**INSTRUCTIONS TO FOLLOW**. Leaving the images behind, copy every line of the records exactly.

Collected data
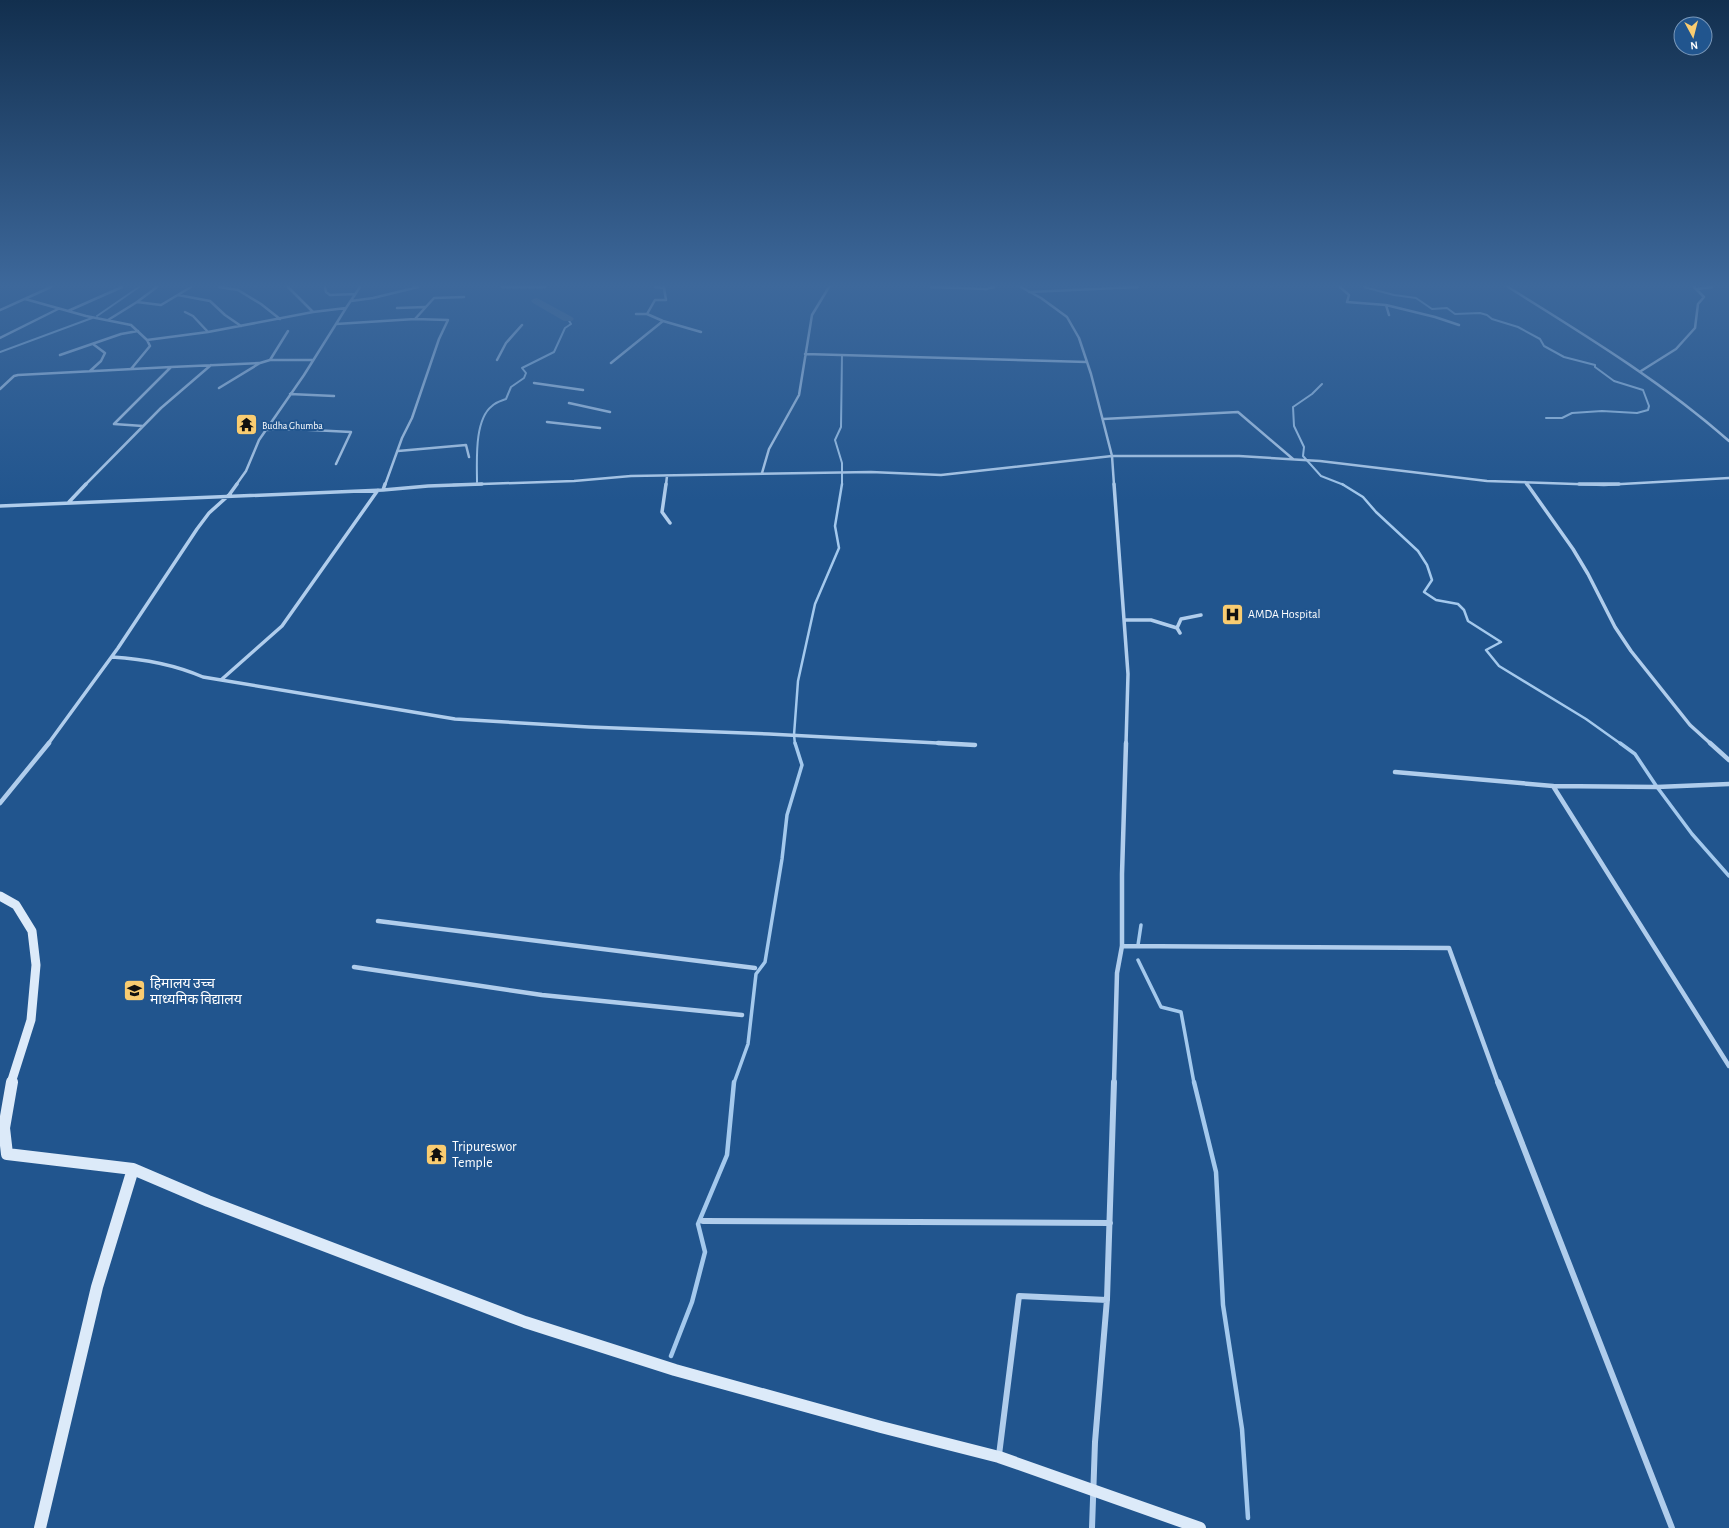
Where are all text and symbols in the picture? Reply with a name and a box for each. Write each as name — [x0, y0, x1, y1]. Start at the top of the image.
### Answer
north arrow — [1673, 16, 1713, 56]
text: N — [1690, 40, 1699, 51]
temple icon: Budha Ghumba — [233, 412, 259, 438]
place label: Budha Ghumba — [262, 421, 323, 431]
hospital icon: AMDA Hospital — [1219, 601, 1245, 627]
place label: AMDA Hospital — [1248, 608, 1321, 620]
place label: हिमालय उच्च माध्यमिक विद्यालय — [150, 975, 243, 1007]
school or university icon: हिमालय उच्च माध्यमिक विद्यालय — [121, 978, 147, 1004]
place label: Tripureswor Temple — [452, 1140, 517, 1170]
temple icon: Tripureswor Temple — [424, 1141, 450, 1167]

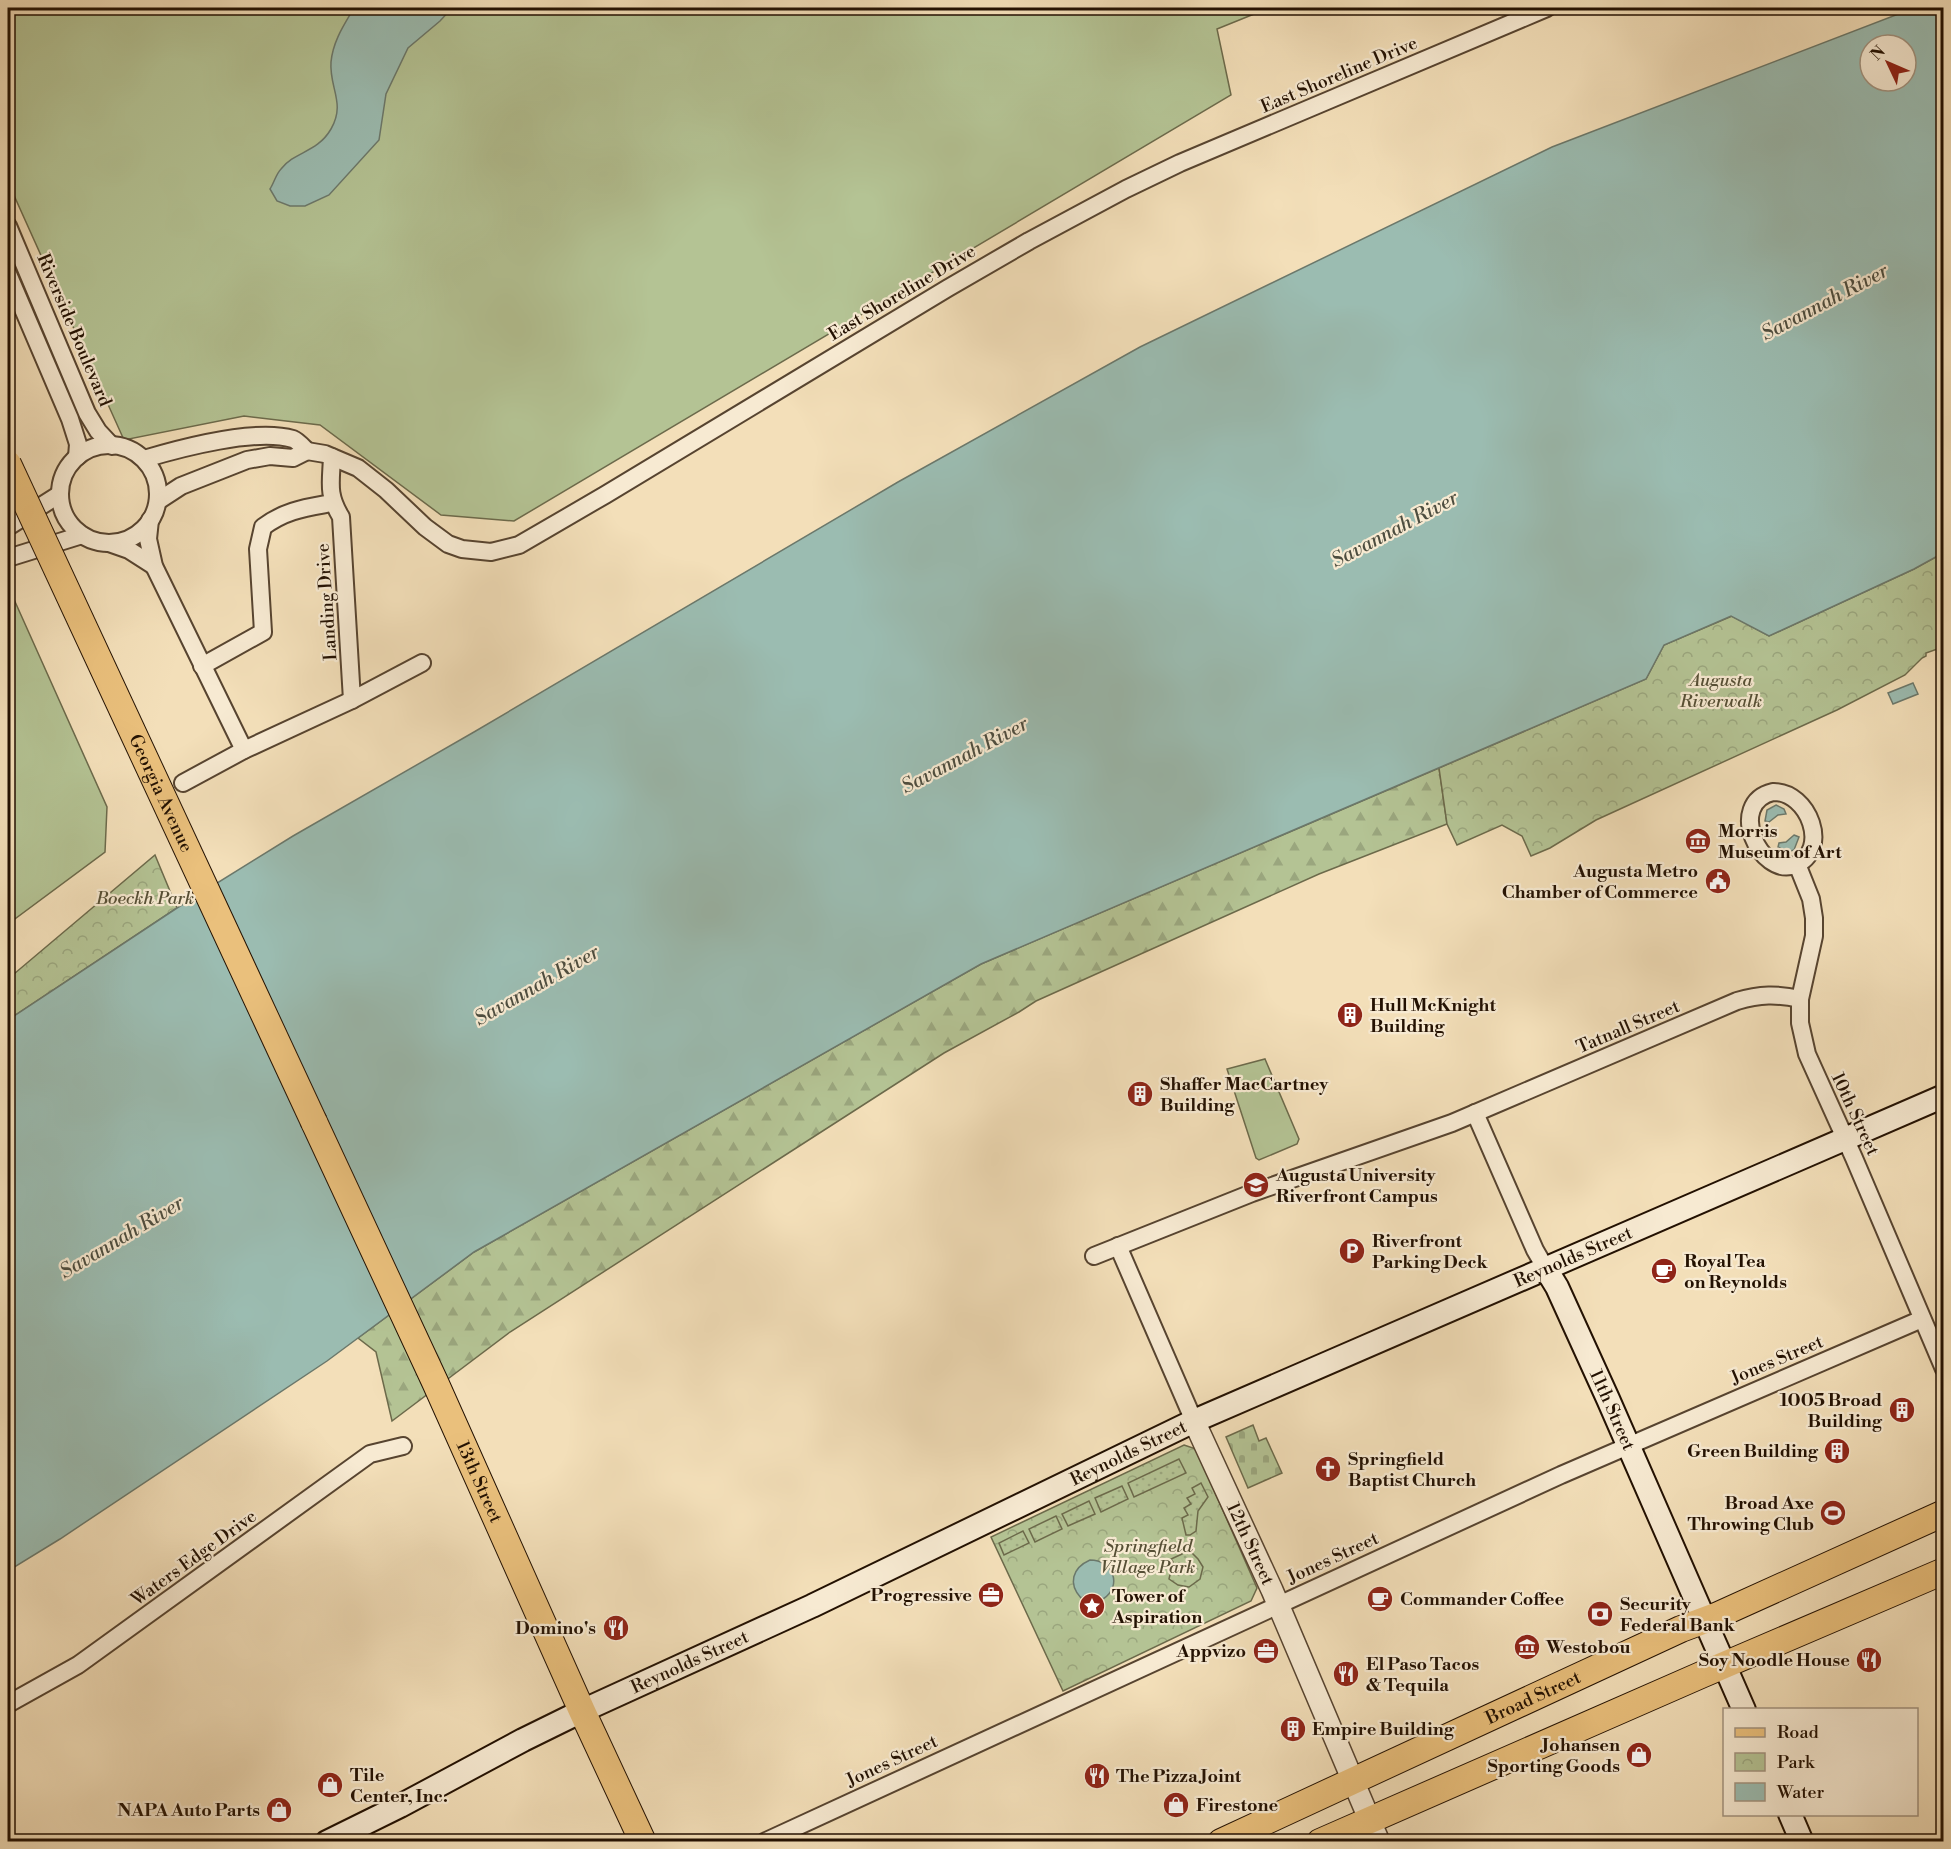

**FINAL ANSWER**.
Where are all text and symbols in the picture? Reply with a name and a box for each. Write each as name — [x0, y0, x1, y1]. Start at the top of the image.
### Answer
north arrow — [1673, 16, 1713, 56]
text: N — [1690, 40, 1699, 51]
temple icon: Budha Ghumba — [233, 412, 259, 438]
place label: Budha Ghumba — [262, 421, 323, 431]
hospital icon: AMDA Hospital — [1219, 601, 1245, 627]
place label: AMDA Hospital — [1248, 608, 1321, 620]
place label: हिमालय उच्च माध्यमिक विद्यालय — [150, 975, 243, 1007]
school or university icon: हिमालय उच्च माध्यमिक विद्यालय — [121, 978, 147, 1004]
place label: Tripureswor Temple — [452, 1140, 517, 1170]
temple icon: Tripureswor Temple — [424, 1141, 450, 1167]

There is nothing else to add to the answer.